Claude Opus 4.5: Anthropic’s Response to GPT-5.1 and Gemini 3

Anthropic just dropped Claude Opus 4.5 and there’s a lot to unpack here.

The headline is clear. This is now state-of-the-art for coding, agents, and computer use. But what caught my attention goes deeper than benchmark numbers.

On real-world software engineering (SWE-bench Verified), Opus 4.5 hits 80.9%, outperforming GPT-5.1-Codex-Max at 77.9% and Gemini 3 Pro at 76.2%. More impressive is what happened on Anthropic’s internal engineering take-home exam.

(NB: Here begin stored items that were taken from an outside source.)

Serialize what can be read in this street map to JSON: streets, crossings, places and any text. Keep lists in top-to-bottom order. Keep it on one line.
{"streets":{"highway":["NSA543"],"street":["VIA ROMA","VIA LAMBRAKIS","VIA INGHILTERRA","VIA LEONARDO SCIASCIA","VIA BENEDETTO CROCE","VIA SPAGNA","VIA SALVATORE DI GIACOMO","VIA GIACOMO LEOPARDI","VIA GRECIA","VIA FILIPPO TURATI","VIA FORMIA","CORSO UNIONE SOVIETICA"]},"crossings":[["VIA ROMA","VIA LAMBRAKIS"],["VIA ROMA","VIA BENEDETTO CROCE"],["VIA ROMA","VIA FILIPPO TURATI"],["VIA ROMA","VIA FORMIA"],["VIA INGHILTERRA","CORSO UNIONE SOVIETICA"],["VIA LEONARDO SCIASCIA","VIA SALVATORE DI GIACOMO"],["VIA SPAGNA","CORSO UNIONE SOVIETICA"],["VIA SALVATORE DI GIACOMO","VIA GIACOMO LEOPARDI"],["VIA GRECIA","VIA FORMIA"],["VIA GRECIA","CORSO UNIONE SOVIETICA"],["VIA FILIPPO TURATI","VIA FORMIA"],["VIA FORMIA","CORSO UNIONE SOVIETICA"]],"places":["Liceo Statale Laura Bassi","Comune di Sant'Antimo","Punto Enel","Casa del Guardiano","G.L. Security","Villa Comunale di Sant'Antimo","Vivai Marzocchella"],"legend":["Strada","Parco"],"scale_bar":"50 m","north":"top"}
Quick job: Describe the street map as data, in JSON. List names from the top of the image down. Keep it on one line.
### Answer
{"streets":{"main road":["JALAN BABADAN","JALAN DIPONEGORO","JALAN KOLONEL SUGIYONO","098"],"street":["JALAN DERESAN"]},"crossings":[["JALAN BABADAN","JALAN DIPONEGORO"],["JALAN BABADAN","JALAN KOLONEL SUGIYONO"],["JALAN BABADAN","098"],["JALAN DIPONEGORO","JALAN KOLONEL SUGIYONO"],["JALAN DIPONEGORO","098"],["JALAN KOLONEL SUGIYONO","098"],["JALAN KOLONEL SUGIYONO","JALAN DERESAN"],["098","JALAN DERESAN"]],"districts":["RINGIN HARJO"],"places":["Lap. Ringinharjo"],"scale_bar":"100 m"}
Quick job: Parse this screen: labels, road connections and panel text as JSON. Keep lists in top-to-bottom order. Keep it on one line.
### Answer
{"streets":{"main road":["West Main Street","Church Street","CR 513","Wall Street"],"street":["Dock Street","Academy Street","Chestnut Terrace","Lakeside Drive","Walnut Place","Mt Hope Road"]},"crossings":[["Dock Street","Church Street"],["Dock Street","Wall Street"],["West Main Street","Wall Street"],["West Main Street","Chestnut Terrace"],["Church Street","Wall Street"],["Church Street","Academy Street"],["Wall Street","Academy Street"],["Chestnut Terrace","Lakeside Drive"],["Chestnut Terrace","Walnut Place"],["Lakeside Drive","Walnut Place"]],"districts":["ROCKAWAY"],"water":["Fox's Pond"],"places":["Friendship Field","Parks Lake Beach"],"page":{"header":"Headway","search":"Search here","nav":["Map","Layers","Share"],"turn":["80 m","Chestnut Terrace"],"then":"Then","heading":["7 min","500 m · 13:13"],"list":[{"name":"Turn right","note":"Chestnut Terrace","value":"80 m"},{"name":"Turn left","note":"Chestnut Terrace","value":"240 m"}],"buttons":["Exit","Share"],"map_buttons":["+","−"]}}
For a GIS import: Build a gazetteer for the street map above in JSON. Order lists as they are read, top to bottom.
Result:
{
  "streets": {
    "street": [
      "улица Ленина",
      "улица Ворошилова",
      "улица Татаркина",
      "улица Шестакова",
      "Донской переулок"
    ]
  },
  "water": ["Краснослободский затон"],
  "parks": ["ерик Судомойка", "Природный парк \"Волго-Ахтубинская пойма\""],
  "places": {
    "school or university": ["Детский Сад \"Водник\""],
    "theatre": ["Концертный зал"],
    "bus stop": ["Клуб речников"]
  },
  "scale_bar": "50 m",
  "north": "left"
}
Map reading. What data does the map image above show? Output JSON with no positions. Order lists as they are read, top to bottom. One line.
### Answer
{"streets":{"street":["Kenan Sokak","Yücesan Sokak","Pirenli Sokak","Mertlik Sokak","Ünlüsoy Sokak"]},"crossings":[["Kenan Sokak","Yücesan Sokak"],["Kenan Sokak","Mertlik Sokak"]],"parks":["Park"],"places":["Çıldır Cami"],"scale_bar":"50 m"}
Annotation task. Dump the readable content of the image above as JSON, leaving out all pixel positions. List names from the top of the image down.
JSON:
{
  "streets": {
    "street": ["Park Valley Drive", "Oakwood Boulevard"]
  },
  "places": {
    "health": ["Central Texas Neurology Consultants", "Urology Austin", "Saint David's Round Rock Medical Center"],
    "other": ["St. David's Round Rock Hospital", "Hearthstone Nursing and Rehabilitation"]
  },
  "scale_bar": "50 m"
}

Using parallel test-time compute, the model scored higher than any human candidate who has ever taken the test. That’s a statement.

The pricing shift is massive. Down from $15/$75 to $5/$25 per million tokens. That’s a 66% reduction making frontier capabilities genuinely accessible for production workloads.

What the testers consistently reported was that Opus 4.5 handles ambiguity without hand-holding. Point it at a complex multi-system bug and it figures out the fix. Tasks that were impossible for Sonnet 4.5 weeks ago are now achievable. The feedback keeps coming back to the same phrase. It just gets it.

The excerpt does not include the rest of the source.